Tat was laugh-out-loud (not) funny. Loren's point is spot on. Much as I lament the passing of brick and mortar business, many of them have undone themselves with "service" lie this.

I once darted into a fast food joint with my daughter for a quick drink in the midst of errend running.

Me: Two small sodas, please. (This was a self-service soda joint. She gives me a cup and I get my own.)

The Help: Ain't no small.

Me: Excuse me?

The Help: Ain't no small.

Me: I don't understand.

The Help: We got medium, large, extra large. Ain't no small.

True story.

July 09, 2009  
Blogger Peter Rozovsky said...

Uriah, I hope you'll point me in the direction of that bookshop the next time I'm in England. I would love to drop in and surprise the proprietors.

July 09, 2009  
Blogger Peter Rozovsky said...

Loren, in defense of American retail business, and also of the clerk's entire generation (she's young), I think her abstraction and possible stupidity were so extreme as to be indiosyncratic. If more retail clerks start acting like her, though, I will have to assume that I am living in the middle of Invasion of the Body Snatchers and that the pod people are taking over, industry by industry.

July 09, 2009  
Blogger Peter Rozovsky said...

Dana, that's scary both for the penetration of Starbucks-style deception beyond Starbucks and for the clerk's willingness to bend to Starbucks' manipulation of the language. This assumes, of course, that the clerk was not a gifted, deadpan comedian.

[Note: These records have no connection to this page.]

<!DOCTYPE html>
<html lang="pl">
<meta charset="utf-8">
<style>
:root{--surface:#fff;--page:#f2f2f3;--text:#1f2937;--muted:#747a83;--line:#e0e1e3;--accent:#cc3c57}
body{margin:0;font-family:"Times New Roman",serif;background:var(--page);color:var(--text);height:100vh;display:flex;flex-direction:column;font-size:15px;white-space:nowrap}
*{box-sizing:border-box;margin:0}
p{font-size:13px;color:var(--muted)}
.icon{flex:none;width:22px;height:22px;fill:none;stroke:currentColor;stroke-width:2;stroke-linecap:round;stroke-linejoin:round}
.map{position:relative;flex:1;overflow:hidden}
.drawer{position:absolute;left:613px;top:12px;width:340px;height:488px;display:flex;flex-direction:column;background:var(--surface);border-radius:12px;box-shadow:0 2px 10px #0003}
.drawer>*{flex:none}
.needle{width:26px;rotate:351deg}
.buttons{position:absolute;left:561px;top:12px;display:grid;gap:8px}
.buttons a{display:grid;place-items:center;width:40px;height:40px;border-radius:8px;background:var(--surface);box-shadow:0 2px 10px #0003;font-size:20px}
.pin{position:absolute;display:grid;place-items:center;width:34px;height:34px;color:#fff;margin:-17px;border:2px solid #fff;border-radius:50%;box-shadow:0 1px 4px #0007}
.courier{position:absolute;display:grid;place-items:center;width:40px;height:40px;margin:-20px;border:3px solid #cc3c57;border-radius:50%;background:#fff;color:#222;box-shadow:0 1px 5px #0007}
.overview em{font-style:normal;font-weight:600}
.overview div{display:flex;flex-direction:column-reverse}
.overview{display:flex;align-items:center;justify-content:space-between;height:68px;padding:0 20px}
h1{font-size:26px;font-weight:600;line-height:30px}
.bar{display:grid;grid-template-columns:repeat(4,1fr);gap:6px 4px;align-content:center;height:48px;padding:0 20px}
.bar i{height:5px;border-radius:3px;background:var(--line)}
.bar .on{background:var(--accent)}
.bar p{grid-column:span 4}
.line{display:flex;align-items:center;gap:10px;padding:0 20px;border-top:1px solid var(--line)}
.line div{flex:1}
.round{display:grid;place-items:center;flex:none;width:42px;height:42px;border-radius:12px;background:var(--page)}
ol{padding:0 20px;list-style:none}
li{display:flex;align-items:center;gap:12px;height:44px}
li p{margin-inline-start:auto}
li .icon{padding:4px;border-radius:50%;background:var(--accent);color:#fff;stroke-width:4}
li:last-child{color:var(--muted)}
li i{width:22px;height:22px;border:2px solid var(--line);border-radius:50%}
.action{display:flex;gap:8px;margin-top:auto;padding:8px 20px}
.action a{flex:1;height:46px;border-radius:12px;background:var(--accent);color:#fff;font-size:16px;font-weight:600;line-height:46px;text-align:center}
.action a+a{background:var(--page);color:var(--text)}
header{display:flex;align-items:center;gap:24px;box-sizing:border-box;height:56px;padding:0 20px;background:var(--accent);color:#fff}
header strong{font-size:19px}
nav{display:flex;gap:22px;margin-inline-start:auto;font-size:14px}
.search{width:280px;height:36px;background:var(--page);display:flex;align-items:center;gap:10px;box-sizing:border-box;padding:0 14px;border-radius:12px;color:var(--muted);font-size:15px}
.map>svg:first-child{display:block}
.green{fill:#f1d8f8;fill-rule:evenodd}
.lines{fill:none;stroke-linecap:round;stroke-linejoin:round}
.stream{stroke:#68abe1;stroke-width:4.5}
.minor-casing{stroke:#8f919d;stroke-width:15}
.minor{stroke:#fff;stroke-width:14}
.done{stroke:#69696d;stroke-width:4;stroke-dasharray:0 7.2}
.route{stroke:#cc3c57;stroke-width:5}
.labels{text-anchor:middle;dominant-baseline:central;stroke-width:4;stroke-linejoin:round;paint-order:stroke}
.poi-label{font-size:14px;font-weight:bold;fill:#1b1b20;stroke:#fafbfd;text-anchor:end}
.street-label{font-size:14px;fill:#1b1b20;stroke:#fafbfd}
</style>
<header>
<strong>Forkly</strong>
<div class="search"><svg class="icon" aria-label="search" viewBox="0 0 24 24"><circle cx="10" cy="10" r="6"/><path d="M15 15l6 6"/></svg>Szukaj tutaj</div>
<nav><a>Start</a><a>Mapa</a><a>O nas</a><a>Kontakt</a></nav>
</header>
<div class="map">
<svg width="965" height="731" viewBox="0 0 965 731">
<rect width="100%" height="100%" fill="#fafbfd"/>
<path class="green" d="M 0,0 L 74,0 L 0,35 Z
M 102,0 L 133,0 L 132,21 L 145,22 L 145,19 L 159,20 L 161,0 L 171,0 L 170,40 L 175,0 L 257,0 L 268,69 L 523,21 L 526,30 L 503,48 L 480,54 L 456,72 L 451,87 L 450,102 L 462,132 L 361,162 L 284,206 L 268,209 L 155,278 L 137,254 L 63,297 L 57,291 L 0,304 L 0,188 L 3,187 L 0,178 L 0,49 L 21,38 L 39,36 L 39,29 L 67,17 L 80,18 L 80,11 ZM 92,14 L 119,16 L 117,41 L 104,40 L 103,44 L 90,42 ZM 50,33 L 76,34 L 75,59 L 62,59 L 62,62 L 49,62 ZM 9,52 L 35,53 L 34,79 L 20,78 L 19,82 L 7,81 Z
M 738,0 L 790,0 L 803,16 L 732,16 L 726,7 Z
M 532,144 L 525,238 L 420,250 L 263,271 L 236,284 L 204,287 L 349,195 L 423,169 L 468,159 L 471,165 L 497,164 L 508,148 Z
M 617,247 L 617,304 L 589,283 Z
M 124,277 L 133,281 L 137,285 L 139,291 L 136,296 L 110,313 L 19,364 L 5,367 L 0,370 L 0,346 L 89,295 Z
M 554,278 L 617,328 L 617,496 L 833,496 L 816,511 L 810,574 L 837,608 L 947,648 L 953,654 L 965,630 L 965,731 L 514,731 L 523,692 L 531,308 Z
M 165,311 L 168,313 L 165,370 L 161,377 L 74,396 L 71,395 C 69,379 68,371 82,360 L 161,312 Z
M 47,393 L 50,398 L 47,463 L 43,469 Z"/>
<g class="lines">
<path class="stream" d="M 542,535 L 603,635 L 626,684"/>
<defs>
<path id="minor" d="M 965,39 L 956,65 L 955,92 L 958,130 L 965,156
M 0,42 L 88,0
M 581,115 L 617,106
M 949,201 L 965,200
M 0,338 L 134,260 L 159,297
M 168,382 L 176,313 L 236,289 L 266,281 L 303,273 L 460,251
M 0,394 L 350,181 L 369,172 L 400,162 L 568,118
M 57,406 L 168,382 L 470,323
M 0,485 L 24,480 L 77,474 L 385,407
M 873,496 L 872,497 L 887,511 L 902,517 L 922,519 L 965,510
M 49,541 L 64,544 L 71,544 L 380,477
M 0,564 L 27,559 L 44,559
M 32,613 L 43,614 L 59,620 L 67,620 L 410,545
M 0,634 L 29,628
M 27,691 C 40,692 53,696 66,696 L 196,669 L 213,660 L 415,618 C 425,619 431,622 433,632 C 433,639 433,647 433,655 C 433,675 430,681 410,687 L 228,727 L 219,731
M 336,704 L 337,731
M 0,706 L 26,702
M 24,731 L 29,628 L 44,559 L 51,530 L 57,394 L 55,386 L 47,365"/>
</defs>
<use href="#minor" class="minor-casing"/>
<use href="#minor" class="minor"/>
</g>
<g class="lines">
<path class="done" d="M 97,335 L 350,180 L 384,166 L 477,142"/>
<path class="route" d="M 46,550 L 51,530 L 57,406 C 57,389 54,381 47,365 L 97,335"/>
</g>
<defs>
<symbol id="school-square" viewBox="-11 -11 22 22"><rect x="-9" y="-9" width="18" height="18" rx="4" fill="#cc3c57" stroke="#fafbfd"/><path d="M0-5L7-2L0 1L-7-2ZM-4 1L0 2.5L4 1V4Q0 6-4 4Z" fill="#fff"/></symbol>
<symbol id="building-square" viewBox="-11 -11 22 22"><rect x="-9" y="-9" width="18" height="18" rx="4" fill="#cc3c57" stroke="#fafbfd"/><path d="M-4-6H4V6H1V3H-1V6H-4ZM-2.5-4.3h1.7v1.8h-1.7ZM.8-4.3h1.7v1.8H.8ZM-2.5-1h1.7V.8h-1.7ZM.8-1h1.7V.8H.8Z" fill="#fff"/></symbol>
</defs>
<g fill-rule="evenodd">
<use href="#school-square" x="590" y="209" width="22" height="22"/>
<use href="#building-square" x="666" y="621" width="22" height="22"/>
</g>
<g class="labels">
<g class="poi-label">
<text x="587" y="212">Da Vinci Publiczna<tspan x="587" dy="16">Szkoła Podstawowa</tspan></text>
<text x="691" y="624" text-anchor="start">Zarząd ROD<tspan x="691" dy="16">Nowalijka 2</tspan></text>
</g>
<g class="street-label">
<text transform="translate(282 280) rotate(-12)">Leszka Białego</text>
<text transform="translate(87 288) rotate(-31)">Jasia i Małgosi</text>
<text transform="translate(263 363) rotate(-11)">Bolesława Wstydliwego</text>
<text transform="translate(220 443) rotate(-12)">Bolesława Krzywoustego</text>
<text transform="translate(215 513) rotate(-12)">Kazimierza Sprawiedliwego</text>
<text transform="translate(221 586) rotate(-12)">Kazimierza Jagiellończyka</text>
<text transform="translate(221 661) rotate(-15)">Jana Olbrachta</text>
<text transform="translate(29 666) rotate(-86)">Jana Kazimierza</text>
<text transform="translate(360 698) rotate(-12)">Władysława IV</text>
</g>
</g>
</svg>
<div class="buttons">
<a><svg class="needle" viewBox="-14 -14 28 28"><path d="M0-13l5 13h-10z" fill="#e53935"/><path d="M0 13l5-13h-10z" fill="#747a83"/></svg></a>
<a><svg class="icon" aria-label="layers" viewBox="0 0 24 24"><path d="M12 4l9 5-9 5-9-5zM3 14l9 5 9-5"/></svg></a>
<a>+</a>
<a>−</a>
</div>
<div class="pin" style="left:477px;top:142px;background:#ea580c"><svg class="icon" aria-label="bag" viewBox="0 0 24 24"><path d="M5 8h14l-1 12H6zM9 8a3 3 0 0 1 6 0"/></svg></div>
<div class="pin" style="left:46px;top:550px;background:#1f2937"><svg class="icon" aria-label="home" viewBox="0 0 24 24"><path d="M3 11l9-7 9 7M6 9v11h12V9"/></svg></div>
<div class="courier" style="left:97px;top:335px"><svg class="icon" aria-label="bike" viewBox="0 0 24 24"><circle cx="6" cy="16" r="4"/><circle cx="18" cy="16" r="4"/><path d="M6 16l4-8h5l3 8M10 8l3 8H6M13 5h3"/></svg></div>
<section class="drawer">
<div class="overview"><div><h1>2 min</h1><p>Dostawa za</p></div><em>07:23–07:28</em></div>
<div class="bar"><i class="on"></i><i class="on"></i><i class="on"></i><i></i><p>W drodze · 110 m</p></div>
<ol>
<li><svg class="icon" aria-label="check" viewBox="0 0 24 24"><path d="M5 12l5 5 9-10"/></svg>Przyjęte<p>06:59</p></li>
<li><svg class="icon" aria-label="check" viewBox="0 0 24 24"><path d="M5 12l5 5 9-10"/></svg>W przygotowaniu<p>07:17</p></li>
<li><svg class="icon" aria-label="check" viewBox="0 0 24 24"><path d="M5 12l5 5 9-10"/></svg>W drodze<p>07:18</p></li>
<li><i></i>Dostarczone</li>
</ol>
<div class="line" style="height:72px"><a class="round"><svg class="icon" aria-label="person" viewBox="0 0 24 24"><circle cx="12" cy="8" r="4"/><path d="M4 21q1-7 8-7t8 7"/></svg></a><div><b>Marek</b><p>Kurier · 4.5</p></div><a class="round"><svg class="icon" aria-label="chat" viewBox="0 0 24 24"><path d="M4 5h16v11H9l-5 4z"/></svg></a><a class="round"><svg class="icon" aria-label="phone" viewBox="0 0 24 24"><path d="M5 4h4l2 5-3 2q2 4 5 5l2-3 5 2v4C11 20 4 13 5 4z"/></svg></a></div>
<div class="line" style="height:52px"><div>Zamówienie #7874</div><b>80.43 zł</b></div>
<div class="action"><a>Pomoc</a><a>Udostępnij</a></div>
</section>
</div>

One thing I will say in favor of Starbucks is that, in all my years of refusing to order a tall, grande or venti, no clerk but one has ever batted an eye when I ordered instead a small, medium or large. The one exception is an interesting case, but I'll save that for another post. I don't want to stray too far off topic.

July 09, 2009  
Anonymous Elisabeth said...

Peter, was it a chain bookseller? While attending grad school I worked at an independent bookstore, a "good bookseller providing 'American style service'". Our small but knowledgeable staff (avid readers all) provided super service to other readers. Most independent bookstores will still do the same. Beyond superb service, there is something deeply satisfying about putting a good book in the hands of a person who then comes back to you and says "I really liked that book you recommended; can you recommend another one?" and make a salary, too!
PS I'm also glad to read you, too, refuse to use that ersatz Italian ordering system at Starbucks. Since grande = tall (or big or large) in Italian, what's a "tall"? And what's with venti (20 in Italian)? AACK!

July 09, 2009  
Blogger Peter Rozovsky said...

Elisabeth, it was a local independent store, which is why I felt betrayed. The stereotypical complaint at a chain store would be of bright, polite but not terribly knowledgeable staff, a la McDonald's. The stereotypical complaint at an independent comics store would be enthusiastic, knowledgeable but disorganized service. If the woman who "served" me conformed to any stereotype, it was that of the self-absorbed slacker.

I presume the venti is 20 ounces. I speak a bit of Italian, so I would wince at the shouted orders for "DOPey-oh m-KYEAH-toe"s flying around the place. When I'm king of the world, coffee shops will be allowed to give their products Italian names (and to charge the inflated prices that the accompanying cachet allows) only if their help can pronounce the names correctly.